Work task -
Where the line with "c.lineJoin = 'round';" appears below, start writing out lines exactly, and finish with the line with "function drawText(font, color, halo, rows, align", which is included; write out nothing else.
━━━ Task data ━━━
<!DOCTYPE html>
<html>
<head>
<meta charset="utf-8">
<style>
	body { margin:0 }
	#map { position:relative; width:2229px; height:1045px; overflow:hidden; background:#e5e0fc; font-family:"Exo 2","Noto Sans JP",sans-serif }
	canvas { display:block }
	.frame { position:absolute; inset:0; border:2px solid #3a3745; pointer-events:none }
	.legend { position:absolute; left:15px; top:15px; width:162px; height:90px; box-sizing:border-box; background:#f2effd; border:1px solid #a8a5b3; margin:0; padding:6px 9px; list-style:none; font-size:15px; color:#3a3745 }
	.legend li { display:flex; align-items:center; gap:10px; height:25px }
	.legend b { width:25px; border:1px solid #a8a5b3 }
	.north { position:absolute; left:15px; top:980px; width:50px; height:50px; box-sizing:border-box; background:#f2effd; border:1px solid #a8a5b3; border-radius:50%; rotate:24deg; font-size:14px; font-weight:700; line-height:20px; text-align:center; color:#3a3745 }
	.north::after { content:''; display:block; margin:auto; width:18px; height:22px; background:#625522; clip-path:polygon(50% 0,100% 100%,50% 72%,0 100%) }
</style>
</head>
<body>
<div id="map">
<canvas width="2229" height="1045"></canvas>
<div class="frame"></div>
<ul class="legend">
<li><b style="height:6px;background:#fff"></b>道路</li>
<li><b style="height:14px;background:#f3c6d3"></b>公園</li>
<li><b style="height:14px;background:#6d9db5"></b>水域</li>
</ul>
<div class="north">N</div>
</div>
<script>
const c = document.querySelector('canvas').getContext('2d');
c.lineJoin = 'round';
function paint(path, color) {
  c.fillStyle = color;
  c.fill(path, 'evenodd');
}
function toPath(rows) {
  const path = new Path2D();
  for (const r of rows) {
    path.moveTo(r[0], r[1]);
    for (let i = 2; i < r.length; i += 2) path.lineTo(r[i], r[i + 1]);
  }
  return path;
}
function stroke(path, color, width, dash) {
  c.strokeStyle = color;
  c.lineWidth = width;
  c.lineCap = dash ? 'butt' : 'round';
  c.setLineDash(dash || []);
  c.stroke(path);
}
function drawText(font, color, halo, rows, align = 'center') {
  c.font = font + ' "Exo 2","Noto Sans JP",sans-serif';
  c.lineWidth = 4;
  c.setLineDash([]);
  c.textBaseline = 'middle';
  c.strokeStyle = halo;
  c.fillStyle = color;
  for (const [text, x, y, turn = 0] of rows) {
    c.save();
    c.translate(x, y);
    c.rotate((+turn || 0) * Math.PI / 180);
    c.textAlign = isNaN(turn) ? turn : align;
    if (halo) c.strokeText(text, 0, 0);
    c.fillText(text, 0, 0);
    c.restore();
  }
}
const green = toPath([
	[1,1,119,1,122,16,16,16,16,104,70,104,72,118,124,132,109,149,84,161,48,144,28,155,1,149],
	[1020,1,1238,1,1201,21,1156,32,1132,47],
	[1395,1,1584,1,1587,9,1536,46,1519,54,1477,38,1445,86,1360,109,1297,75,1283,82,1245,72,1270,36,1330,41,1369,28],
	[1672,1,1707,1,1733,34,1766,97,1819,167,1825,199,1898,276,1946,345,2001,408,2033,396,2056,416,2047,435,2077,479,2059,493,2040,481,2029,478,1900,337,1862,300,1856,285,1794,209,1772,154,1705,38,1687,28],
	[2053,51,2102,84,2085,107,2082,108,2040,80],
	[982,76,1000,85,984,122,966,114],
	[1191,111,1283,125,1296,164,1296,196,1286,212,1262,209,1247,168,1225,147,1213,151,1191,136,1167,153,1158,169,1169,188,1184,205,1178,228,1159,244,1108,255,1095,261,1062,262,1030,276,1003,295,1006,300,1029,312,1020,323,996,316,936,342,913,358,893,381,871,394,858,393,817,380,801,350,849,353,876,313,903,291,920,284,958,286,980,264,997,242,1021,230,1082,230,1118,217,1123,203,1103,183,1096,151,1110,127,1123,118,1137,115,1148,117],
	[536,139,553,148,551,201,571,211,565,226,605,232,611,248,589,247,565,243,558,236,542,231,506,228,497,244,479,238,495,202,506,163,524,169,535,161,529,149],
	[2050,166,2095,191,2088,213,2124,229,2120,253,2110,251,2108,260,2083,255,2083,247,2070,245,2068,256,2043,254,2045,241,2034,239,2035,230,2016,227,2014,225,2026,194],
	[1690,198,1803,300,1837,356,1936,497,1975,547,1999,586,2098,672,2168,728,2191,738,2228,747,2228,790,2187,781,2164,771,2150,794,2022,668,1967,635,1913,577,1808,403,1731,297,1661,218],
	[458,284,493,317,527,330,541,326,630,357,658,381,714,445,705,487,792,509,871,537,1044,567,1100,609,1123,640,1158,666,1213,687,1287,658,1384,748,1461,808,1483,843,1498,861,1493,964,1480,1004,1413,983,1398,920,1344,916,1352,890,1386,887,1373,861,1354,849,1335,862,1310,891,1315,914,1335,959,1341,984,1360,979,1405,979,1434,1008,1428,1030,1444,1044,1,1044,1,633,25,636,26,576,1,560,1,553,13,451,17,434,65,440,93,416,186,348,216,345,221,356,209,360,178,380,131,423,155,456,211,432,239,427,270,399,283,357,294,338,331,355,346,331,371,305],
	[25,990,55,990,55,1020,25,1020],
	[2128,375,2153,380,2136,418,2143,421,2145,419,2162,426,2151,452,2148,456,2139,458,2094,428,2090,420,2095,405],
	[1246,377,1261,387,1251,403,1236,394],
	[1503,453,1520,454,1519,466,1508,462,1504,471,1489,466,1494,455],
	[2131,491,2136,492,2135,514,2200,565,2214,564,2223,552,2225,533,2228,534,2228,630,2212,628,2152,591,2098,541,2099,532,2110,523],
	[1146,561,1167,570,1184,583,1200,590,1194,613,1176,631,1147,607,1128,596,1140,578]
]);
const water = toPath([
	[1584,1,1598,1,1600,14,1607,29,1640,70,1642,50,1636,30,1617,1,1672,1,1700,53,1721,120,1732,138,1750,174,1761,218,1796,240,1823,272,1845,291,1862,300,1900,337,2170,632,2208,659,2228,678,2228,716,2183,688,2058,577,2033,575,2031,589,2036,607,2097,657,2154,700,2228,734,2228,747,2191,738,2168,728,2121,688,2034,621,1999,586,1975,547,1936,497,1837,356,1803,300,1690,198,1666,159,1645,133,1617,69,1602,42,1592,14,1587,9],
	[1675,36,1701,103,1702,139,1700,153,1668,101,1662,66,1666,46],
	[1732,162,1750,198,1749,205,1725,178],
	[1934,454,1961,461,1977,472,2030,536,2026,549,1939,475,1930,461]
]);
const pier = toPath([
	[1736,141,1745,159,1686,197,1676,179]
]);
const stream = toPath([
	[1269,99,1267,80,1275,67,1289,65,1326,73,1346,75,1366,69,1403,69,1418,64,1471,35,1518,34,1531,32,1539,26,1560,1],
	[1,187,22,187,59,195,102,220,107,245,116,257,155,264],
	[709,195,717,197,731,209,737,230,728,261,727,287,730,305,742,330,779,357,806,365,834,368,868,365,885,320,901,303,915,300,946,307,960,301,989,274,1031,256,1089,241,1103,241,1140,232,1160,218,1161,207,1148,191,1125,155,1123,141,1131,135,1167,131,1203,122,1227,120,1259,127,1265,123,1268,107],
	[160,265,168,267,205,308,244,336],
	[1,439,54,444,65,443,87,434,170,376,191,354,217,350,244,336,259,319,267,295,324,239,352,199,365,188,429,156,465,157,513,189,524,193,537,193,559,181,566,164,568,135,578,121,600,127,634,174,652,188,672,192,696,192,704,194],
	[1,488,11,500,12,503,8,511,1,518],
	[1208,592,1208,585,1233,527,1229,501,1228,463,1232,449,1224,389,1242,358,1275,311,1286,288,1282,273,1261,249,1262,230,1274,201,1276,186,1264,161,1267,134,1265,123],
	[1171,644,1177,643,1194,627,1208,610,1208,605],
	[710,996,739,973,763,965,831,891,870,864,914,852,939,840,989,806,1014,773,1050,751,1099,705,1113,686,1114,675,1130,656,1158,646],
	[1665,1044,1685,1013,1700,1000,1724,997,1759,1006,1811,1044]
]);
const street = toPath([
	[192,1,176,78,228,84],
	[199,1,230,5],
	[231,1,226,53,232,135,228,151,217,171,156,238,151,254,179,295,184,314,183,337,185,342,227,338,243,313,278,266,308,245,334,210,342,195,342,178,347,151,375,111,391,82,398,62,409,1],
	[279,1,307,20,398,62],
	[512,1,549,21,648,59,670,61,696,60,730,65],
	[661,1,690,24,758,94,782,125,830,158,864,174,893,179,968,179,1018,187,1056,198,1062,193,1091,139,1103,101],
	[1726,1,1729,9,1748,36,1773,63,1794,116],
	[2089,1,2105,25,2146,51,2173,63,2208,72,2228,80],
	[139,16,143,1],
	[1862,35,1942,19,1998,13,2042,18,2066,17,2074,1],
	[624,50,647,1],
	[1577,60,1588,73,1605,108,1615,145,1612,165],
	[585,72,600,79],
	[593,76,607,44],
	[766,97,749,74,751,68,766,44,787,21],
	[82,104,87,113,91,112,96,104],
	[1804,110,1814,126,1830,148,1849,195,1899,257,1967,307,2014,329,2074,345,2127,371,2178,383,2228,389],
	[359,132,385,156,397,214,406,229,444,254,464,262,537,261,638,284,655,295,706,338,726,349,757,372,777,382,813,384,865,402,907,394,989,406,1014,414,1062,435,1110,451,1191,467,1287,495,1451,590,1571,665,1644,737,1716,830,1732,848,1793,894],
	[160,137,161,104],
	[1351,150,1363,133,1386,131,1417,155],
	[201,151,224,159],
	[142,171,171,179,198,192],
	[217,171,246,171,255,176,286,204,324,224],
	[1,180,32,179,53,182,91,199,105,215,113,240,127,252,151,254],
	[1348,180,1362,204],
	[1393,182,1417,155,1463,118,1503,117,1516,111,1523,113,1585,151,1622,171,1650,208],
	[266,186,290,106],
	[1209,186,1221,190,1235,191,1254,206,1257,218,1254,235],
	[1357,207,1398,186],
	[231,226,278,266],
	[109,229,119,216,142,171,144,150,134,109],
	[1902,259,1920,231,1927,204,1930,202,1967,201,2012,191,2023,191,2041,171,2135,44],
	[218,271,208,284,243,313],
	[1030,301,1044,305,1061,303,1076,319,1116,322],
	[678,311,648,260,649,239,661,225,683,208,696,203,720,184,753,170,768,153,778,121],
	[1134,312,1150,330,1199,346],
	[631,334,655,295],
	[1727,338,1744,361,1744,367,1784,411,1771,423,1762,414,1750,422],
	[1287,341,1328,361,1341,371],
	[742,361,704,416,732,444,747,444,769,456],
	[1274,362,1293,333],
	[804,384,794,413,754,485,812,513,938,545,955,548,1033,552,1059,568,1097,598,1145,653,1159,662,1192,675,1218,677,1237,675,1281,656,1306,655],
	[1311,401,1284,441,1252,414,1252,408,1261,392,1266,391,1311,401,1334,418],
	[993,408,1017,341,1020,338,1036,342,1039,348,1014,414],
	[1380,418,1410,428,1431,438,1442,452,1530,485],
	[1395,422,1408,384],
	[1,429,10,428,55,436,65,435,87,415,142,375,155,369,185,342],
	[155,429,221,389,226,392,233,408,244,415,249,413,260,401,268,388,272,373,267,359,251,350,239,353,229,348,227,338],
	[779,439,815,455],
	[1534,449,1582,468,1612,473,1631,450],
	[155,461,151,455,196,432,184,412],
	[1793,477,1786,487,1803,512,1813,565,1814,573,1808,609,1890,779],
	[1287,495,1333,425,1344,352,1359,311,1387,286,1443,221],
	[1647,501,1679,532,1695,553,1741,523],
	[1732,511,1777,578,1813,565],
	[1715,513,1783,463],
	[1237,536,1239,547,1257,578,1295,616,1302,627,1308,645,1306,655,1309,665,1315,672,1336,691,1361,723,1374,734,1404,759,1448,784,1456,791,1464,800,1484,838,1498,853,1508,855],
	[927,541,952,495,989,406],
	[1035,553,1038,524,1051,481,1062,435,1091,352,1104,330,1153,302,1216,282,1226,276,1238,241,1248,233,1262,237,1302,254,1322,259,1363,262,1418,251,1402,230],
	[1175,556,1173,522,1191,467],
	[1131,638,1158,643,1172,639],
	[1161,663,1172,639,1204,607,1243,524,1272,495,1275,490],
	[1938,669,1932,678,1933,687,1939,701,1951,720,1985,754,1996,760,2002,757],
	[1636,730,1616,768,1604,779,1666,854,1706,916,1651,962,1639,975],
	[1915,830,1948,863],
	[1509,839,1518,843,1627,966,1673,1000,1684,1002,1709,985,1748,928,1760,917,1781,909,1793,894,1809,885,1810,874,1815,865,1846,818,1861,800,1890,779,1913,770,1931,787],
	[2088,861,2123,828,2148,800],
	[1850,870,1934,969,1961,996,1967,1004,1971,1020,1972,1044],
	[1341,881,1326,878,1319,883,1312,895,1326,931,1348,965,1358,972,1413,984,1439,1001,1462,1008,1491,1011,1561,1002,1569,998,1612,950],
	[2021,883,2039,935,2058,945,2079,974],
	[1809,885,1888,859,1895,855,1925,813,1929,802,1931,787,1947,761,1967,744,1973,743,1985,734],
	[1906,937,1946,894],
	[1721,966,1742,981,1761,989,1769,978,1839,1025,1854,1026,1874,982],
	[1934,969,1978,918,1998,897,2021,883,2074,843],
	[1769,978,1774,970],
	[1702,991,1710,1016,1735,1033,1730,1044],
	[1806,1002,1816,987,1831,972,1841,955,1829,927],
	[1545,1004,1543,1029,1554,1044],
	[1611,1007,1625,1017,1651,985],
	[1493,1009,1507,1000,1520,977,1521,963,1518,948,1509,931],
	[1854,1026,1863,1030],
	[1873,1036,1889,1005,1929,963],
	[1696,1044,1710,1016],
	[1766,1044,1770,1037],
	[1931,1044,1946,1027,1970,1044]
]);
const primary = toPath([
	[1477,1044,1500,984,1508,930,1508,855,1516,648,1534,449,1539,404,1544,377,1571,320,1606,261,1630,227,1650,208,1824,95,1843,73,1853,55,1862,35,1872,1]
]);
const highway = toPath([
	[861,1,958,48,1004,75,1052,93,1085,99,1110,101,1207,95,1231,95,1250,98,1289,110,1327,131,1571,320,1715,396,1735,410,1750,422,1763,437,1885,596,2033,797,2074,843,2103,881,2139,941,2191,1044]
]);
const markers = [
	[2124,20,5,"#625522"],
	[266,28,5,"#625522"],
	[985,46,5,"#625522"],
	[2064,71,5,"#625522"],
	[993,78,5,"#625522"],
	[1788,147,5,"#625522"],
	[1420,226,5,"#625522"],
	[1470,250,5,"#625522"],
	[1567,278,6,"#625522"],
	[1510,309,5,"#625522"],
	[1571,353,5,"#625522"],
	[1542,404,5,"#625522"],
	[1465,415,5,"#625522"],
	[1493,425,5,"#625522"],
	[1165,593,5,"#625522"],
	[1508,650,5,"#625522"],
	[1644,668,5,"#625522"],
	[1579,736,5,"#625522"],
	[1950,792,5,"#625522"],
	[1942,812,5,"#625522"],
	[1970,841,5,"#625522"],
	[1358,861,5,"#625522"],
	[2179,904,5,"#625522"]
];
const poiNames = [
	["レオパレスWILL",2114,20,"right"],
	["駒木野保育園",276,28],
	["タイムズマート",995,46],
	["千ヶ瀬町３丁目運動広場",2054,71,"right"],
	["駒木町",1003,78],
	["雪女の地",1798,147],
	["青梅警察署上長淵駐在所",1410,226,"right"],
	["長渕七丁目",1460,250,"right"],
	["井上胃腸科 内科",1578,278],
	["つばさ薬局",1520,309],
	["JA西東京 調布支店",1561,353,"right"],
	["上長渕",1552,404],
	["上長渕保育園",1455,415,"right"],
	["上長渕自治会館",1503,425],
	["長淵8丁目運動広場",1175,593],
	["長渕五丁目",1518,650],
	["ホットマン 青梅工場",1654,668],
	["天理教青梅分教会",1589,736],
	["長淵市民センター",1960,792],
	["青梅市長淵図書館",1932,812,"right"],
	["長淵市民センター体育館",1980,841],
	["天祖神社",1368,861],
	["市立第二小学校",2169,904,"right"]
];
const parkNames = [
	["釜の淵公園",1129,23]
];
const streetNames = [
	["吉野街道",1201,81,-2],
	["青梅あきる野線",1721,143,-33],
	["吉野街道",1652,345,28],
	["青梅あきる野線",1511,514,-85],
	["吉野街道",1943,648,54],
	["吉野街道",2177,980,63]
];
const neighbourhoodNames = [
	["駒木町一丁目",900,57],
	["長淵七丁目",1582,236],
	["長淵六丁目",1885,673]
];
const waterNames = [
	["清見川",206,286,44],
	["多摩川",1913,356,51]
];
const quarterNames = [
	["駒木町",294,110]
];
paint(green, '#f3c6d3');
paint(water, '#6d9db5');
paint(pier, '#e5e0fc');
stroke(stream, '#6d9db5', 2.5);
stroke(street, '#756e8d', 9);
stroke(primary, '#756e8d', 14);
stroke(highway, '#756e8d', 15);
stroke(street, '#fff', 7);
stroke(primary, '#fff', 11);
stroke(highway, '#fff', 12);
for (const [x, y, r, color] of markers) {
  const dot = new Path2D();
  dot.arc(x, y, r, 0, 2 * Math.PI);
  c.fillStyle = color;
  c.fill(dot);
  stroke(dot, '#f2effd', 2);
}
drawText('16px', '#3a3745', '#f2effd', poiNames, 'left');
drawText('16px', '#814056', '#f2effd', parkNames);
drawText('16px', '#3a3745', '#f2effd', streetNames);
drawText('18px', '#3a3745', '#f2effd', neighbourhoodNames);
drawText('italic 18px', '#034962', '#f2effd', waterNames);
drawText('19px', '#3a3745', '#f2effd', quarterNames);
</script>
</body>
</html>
━━━
Exercise result -
c.lineJoin = 'round';
function paint(path, color) {
  c.fillStyle = color;
  c.fill(path, 'evenodd');
}
function toPath(rows) {
  const path = new Path2D();
  for (const r of rows) {
    path.moveTo(r[0], r[1]);
    for (let i = 2; i < r.length; i += 2) path.lineTo(r[i], r[i + 1]);
  }
  return path;
}
function stroke(path, color, width, dash) {
  c.strokeStyle = color;
  c.lineWidth = width;
  c.lineCap = dash ? 'butt' : 'round';
  c.setLineDash(dash || []);
  c.stroke(path);
}
function drawText(font, color, halo, rows, align = 'center') {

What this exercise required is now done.